Is there a way to run the scaffold CLI command in a Python script like a function?

RomanAguilar · May 18, 2020, 10:06pm

I haven’t found a doc or example on how to call CLI commands as functions in Python, I’m specially interested in the ‘scaffold’ command.

roblim · May 18, 2020, 10:42pm

Thanks for the great question! Can you tell me a little bit more about the intended use case? When you say you’re especially interested in the ‘scaffold’ command, do you mean just the scaffolding of a GE project directory structure? Or by ‘scaffold’, do you mean the great_expectations init command?
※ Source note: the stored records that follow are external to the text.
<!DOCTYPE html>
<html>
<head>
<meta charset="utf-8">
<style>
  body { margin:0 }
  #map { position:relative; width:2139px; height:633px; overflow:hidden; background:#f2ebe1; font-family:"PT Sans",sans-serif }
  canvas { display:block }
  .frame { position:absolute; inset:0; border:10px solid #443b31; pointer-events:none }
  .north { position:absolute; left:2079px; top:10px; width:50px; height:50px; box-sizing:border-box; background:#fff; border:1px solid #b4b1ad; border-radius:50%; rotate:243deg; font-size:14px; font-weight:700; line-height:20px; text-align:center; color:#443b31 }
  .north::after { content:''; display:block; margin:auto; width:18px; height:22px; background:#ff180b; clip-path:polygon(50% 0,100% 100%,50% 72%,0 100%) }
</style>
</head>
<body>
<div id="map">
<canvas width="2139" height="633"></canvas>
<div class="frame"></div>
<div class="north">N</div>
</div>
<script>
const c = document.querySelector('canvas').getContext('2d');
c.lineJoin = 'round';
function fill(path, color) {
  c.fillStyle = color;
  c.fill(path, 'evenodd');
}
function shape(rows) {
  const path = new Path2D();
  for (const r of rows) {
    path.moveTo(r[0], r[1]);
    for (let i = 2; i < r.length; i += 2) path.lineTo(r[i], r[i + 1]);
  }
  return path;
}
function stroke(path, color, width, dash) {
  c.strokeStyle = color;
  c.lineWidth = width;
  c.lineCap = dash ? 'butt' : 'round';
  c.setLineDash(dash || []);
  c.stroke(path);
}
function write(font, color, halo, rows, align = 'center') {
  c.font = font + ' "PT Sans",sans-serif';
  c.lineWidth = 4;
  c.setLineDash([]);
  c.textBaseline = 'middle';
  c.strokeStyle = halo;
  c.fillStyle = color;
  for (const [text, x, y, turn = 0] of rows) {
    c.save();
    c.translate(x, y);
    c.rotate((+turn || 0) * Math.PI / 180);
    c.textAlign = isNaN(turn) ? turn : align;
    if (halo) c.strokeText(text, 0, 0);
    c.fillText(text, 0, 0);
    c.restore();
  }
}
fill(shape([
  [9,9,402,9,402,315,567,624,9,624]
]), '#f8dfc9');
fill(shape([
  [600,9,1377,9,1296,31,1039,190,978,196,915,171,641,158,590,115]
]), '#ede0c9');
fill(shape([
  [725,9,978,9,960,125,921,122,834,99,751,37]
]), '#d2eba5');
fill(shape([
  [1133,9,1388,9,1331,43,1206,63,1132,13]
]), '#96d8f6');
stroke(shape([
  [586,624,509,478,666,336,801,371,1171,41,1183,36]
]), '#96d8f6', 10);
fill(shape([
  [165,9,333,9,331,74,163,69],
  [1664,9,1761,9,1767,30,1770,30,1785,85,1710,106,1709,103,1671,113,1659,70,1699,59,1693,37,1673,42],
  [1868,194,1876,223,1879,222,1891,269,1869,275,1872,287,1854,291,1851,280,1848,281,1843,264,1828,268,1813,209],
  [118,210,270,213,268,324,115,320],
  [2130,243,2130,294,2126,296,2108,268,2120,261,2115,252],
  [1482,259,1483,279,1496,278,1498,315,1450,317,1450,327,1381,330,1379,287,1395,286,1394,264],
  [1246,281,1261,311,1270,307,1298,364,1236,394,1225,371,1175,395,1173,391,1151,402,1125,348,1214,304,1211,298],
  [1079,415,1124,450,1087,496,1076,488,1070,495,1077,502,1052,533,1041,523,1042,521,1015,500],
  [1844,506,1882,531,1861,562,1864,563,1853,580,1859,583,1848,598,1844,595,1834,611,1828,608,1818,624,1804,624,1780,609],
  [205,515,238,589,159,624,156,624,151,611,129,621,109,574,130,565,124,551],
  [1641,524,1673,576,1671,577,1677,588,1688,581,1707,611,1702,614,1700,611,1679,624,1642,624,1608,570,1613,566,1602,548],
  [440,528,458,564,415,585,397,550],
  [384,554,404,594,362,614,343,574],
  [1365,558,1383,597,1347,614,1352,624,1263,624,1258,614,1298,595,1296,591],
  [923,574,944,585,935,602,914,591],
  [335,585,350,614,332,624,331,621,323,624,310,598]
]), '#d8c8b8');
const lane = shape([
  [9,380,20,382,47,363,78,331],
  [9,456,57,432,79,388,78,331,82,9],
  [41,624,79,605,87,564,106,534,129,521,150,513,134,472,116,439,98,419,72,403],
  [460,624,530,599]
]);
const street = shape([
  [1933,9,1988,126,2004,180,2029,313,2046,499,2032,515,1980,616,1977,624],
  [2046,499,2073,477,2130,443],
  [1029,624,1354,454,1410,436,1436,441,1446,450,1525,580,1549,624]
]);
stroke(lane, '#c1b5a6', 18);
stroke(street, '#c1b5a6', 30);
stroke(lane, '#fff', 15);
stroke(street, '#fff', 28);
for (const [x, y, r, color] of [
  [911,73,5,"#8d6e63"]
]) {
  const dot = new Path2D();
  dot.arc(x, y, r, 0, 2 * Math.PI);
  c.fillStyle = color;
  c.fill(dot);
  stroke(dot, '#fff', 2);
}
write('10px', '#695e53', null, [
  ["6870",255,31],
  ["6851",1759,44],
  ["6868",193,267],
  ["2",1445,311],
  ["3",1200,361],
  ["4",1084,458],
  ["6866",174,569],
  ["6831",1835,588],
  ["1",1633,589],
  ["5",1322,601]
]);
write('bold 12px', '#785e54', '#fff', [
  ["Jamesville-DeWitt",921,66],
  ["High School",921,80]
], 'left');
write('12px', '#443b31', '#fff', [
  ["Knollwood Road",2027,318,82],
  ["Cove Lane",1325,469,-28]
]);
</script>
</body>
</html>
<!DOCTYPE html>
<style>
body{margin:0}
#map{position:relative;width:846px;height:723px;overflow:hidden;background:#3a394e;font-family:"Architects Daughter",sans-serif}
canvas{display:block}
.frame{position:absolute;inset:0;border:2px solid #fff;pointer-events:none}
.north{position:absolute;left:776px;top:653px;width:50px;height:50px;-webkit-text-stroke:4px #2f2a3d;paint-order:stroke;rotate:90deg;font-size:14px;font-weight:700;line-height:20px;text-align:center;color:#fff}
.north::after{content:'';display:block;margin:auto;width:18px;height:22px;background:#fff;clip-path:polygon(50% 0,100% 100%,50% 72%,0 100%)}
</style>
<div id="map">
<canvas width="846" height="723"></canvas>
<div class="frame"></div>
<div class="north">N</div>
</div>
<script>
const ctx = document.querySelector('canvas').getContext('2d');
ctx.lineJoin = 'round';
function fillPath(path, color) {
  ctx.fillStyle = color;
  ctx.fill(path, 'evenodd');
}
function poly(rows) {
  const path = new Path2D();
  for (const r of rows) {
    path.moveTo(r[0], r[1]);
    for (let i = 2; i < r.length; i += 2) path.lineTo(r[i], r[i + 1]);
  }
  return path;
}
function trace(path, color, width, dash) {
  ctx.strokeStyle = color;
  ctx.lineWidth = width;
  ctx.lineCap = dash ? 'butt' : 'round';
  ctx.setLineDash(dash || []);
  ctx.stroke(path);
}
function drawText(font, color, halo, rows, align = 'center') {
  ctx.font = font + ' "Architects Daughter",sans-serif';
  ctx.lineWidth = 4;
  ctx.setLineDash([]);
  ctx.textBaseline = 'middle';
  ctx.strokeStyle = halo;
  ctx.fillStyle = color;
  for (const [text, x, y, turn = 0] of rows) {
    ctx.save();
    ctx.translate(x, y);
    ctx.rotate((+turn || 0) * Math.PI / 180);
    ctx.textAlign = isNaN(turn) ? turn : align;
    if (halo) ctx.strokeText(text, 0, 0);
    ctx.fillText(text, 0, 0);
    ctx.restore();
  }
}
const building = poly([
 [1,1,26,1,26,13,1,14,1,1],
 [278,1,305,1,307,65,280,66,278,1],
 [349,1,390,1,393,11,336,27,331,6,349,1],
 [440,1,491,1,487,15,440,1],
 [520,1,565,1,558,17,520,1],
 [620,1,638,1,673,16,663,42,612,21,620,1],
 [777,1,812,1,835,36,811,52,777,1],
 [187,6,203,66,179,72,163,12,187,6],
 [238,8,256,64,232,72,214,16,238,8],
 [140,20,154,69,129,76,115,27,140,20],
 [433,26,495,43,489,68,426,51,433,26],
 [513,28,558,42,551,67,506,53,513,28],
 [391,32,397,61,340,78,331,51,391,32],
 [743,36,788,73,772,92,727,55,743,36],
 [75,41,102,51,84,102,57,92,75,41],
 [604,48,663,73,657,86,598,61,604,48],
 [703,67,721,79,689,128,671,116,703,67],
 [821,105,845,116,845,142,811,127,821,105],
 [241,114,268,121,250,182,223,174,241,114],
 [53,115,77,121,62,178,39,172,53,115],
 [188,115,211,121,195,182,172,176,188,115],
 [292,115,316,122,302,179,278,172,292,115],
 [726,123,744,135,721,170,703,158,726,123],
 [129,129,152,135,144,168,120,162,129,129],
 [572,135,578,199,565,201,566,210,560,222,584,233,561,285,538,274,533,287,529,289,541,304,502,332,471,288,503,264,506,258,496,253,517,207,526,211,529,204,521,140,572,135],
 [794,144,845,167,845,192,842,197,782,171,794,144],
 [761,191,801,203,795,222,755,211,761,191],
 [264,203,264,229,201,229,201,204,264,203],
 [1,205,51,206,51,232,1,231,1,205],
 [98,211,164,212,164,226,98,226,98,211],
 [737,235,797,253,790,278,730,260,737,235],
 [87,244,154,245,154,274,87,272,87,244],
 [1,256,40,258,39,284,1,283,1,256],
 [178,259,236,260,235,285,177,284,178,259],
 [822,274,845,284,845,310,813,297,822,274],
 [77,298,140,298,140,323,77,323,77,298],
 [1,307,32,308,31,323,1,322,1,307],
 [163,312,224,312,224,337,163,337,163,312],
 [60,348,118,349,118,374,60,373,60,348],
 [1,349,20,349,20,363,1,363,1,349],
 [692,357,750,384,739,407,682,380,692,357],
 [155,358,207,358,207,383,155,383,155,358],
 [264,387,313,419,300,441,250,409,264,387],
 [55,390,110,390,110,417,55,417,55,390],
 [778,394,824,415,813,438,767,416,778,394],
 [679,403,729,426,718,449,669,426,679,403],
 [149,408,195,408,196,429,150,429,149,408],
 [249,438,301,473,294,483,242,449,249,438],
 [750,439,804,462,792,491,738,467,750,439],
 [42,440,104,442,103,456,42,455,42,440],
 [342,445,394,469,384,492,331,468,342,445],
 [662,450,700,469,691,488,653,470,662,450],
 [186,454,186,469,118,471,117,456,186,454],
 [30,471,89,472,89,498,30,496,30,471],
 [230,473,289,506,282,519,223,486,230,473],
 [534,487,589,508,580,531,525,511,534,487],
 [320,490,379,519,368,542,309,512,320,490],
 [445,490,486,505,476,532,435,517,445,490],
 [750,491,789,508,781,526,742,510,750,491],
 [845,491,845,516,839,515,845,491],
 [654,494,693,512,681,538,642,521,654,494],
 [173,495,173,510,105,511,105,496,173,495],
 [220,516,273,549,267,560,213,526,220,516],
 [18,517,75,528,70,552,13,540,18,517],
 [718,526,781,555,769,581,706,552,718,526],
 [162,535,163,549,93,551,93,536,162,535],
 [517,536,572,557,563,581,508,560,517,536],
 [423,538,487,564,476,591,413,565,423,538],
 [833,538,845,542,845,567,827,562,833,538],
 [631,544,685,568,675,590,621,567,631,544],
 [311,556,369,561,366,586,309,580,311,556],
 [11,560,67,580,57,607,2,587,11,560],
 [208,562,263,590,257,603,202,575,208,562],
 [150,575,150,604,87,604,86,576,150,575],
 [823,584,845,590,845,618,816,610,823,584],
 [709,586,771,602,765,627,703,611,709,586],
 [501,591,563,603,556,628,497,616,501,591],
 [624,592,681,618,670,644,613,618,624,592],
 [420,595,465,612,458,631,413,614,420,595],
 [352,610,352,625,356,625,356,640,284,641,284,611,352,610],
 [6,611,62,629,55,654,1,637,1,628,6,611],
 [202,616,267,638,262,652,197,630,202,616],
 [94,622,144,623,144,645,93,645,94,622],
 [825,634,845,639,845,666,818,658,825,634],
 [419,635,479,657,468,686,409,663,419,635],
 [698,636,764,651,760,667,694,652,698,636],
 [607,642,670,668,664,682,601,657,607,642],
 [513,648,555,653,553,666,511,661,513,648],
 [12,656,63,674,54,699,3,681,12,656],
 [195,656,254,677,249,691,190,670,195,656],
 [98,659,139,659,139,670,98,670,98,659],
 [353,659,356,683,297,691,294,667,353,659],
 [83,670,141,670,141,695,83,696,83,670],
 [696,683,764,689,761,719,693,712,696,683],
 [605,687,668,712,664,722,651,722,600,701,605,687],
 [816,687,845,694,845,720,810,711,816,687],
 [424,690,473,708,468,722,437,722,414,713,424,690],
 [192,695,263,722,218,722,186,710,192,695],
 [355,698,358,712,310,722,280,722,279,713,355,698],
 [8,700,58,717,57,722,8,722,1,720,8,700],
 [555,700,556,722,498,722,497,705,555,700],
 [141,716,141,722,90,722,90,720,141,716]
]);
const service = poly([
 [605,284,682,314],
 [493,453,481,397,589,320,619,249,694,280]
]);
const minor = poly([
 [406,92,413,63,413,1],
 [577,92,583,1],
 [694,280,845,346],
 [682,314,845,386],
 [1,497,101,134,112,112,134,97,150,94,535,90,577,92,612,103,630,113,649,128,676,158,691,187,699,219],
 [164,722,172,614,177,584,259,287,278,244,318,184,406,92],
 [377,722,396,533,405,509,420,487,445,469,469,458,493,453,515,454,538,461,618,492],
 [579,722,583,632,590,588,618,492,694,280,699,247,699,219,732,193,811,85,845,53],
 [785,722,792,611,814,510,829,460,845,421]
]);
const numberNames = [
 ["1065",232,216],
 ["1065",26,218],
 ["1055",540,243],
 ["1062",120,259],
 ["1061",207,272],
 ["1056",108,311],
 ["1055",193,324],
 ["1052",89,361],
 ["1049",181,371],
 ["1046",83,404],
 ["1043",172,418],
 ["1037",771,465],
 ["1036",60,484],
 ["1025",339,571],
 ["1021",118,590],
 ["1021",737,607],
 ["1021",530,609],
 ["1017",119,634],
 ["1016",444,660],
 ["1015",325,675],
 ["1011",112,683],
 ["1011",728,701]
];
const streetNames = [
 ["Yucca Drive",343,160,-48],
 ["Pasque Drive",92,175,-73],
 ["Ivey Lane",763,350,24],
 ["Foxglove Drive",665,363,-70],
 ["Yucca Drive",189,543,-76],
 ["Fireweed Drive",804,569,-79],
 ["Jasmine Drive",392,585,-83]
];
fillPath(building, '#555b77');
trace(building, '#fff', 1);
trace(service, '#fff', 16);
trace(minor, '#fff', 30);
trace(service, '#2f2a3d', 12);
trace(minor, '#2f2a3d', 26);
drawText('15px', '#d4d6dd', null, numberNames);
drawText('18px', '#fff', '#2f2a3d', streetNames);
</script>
When you run great_expectations init in the command line and complete the guided process, a number of things happen:

scaffolding of a Great Expectations project directory structure and creation of a great_expectations.yml config file
addition of a Datasource
creation of an example Expectation Suite and validation from above Datasource
creation of a Data Docs HTML site

It’s generally preferable to go through the CLI init process, but it is possible to achieve the above steps in a script by calling the same methods directly. If you give me a bit more info, I can put together an example script you can work off of.

RomanAguilar · May 18, 2020, 11:34pm

Sure! by ‘scaffold’ I meant great_expectations suite scaffold SUITE_NAME command

I have a big in-memory Pandas dataframe (It’s an intermediate step of a big Machine Learning pipeline) and I would like to use the scaffold command to automatically generate expectations.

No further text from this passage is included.